▸ Aim of the exercise
Each entry is to be reproduced verbatim, and images are to be omitted.

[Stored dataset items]
+ + + +

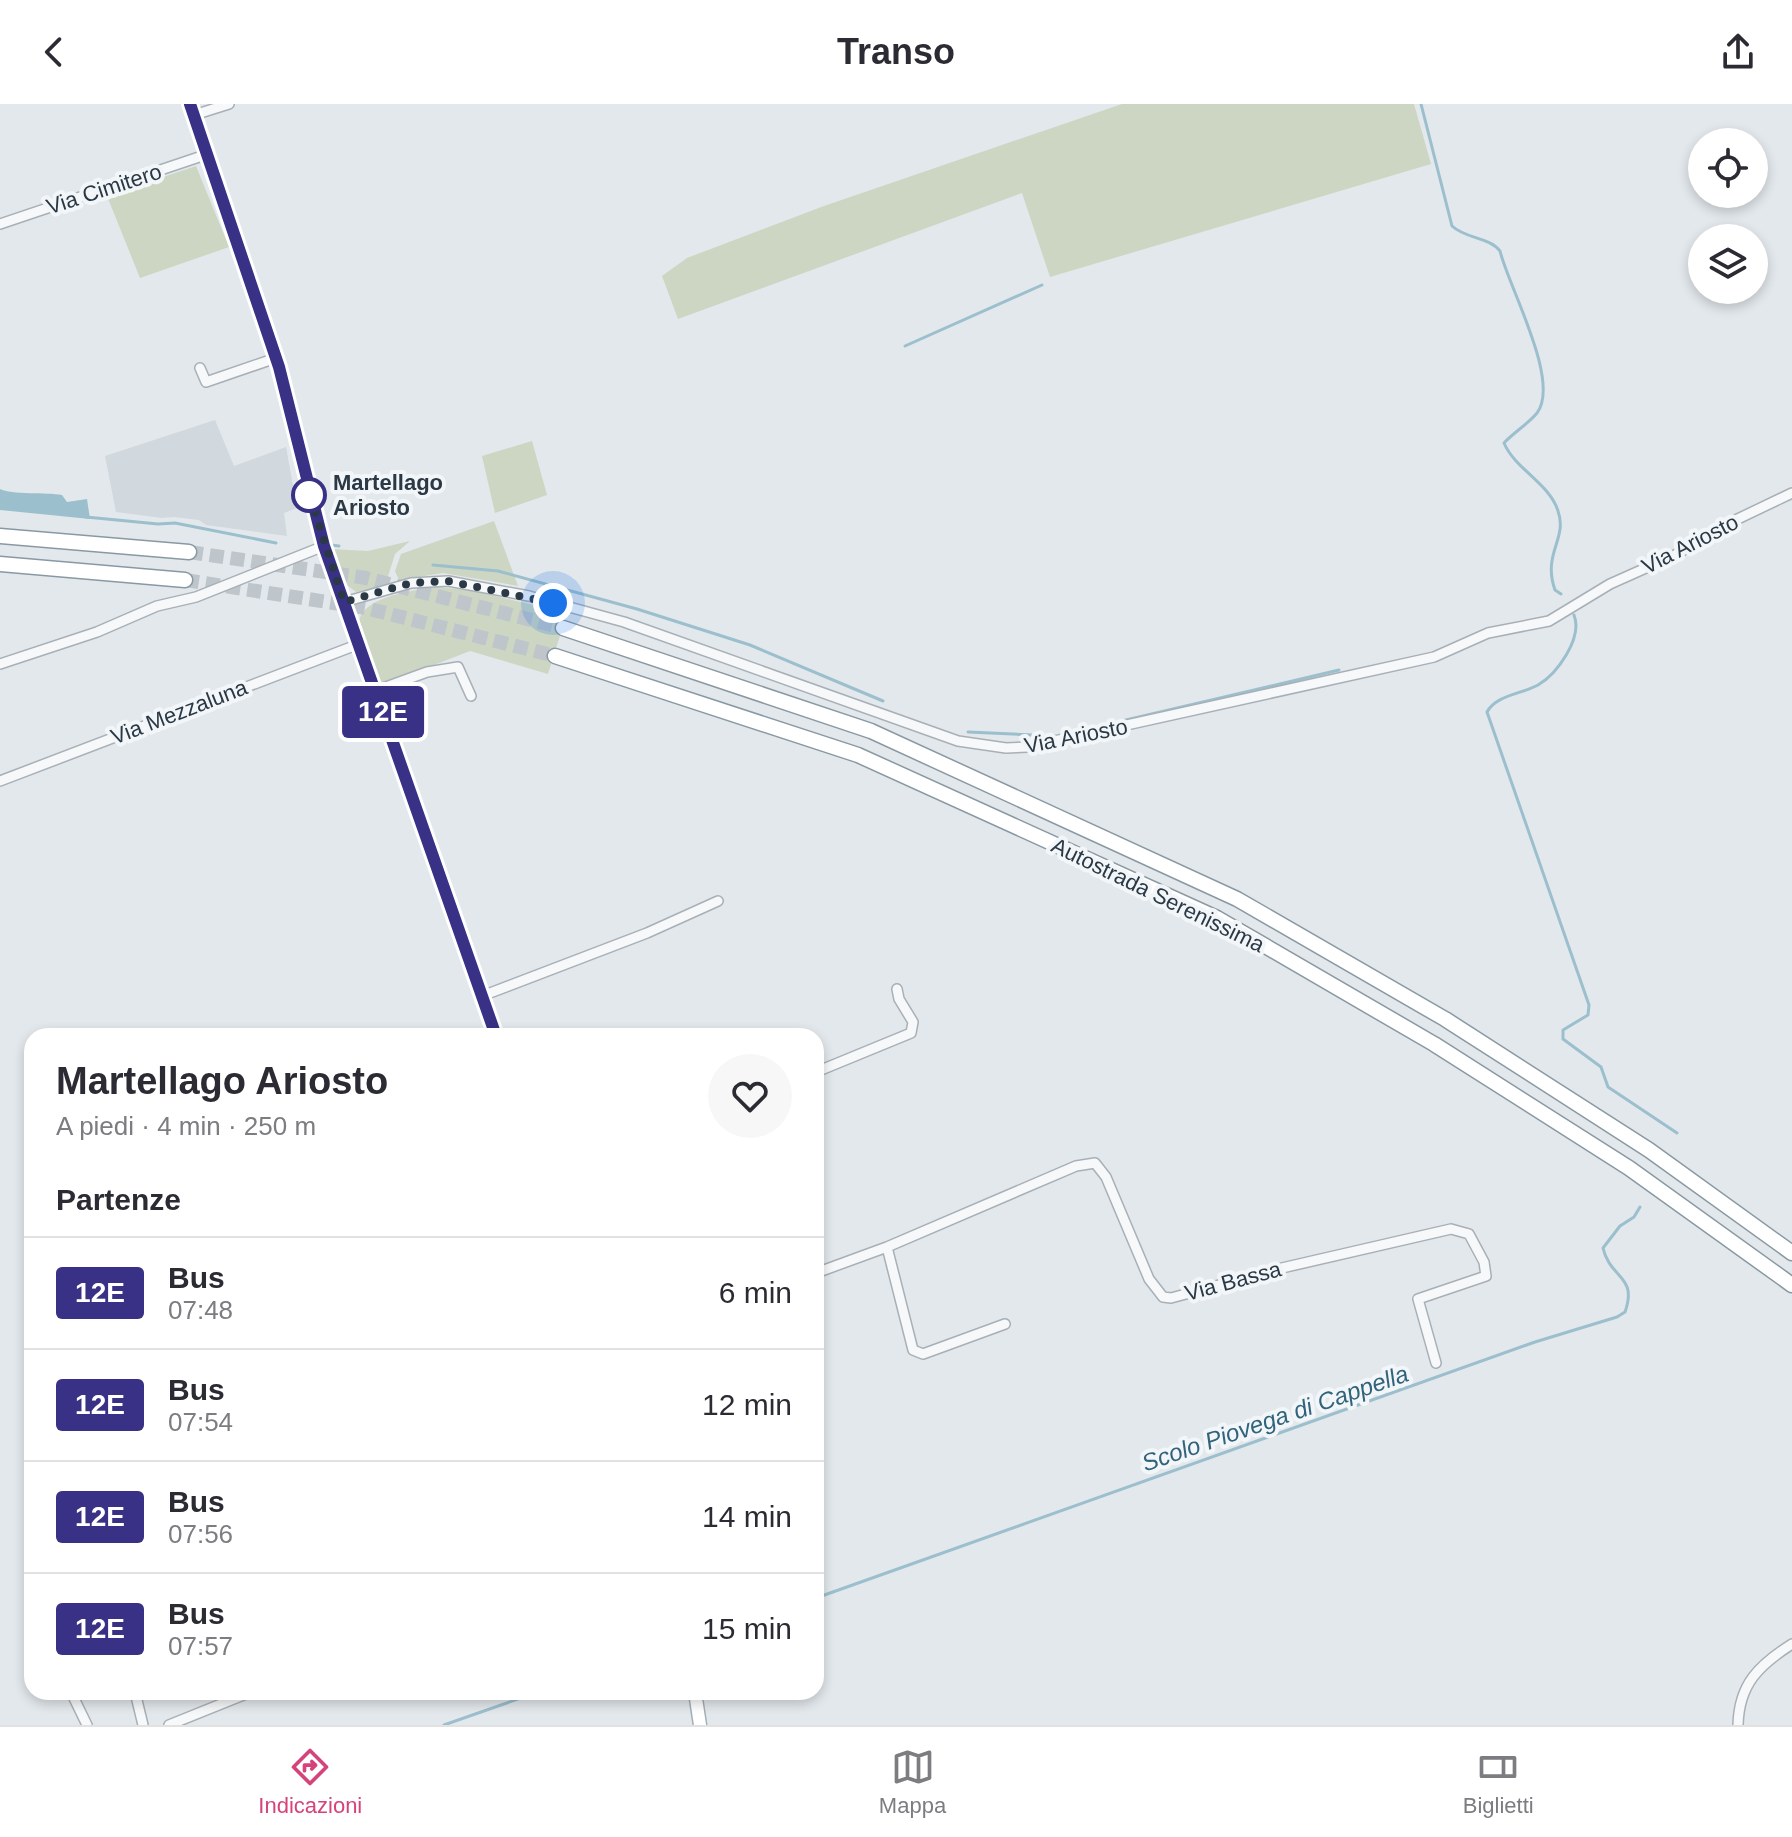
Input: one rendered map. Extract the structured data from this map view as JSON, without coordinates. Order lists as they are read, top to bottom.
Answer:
{
  "streets": {
    "highway": ["Autostrada Serenissima"],
    "street": [
      "Via Cimitero",
      "Via Ariosto",
      "Via Mezzaluna",
      "Via Bassa"
    ]
  },
  "water": ["Scolo Piovega di Cappella"],
  "places": ["Martellago Ariosto"],
  "lines": ["bus line 12E"],
  "page": {
    "header": "Transo",
    "on_map": "12E",
    "heading": [
      ["Martellago Ariosto", "A piedi · 4 min · 250 m"],
      "Partenze"
    ],
    "list": [
      {
        "mark": "12E",
        "name": "Bus",
        "note": "07:48",
        "value": "6 min"
      },
      {
        "mark": "12E",
        "name": "Bus",
        "note": "07:54",
        "value": "12 min"
      },
      {
        "mark": "12E",
        "name": "Bus",
        "note": "07:56",
        "value": "14 min"
      },
      {
        "mark": "12E",
        "name": "Bus",
        "note": "07:57",
        "value": "15 min"
      }
    ],
    "tabs": ["Indicazioni", "Mappa", "Biglietti"]
  }
}
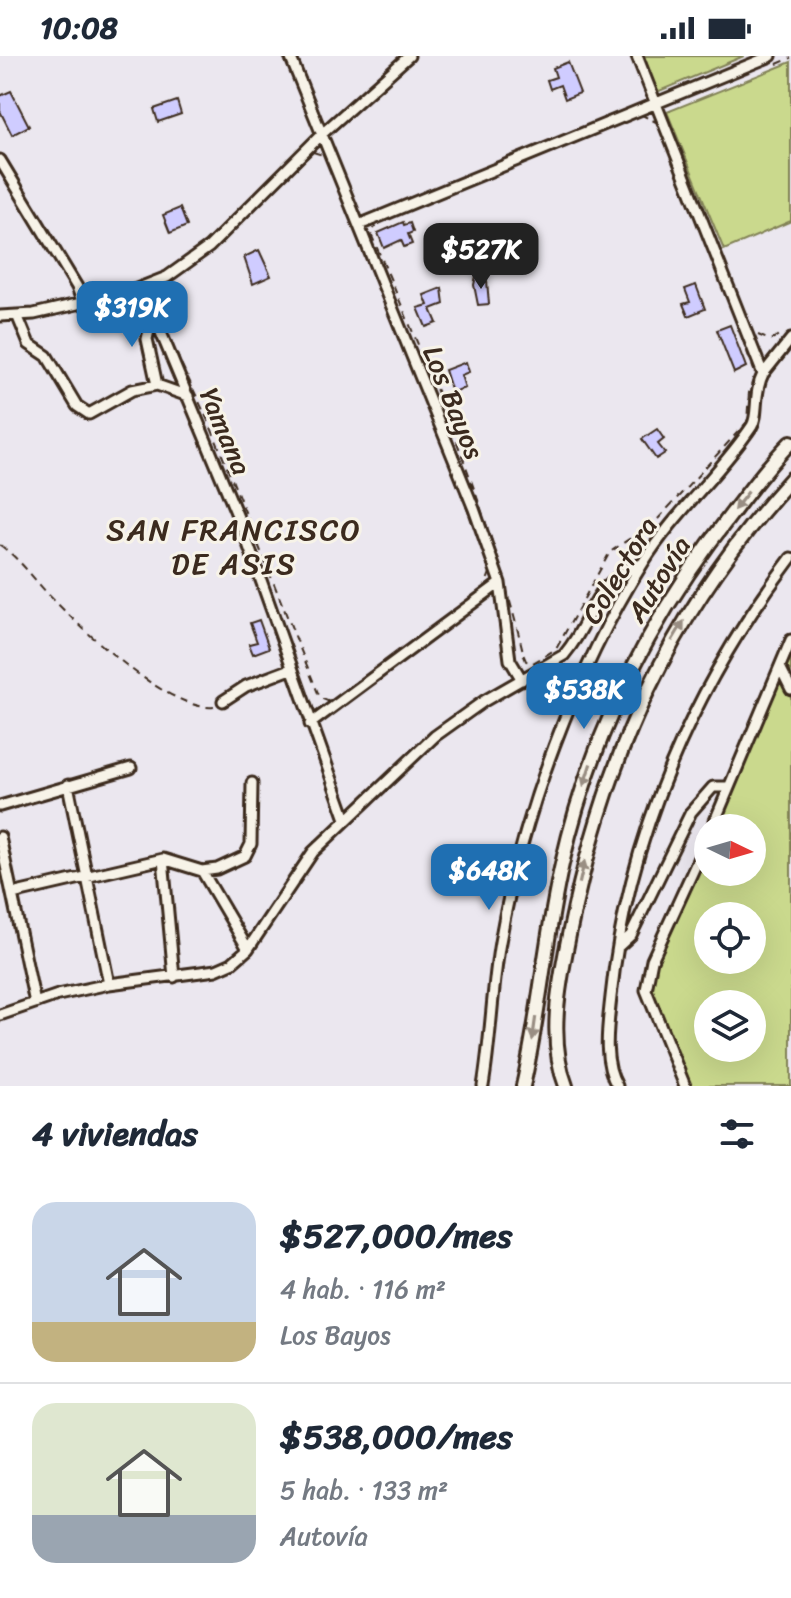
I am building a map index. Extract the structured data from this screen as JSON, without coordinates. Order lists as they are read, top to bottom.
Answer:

+ + + +

▸ Expected answer
Input: one rendered map. Extract the structured data from this map view as JSON, without coordinates. Order lists as they are read, top to bottom.
Answer:
{
  "streets": {
    "highway": ["Autostrada Serenissima"],
    "street": [
      "Via Cimitero",
      "Via Ariosto",
      "Via Mezzaluna",
      "Via Bassa"
    ]
  },
  "water": ["Scolo Piovega di Cappella"],
  "places": ["Martellago Ariosto"],
  "lines": ["bus line 12E"],
  "page": {
    "header": "Transo",
    "on_map": "12E",
    "heading": [
      ["Martellago Ariosto", "A piedi · 4 min · 250 m"],
      "Partenze"
    ],
    "list": [
      {
        "mark": "12E",
        "name": "Bus",
        "note": "07:48",
        "value": "6 min"
      },
      {
        "mark": "12E",
        "name": "Bus",
        "note": "07:54",
        "value": "12 min"
      },
      {
        "mark": "12E",
        "name": "Bus",
        "note": "07:56",
        "value": "14 min"
      },
      {
        "mark": "12E",
        "name": "Bus",
        "note": "07:57",
        "value": "15 min"
      }
    ],
    "tabs": ["Indicazioni", "Mappa", "Biglietti"]
  }
}
I am building a map index. Extract the structured data from this screen as JSON, without coordinates. Order lists as they are read, top to bottom.
Answer:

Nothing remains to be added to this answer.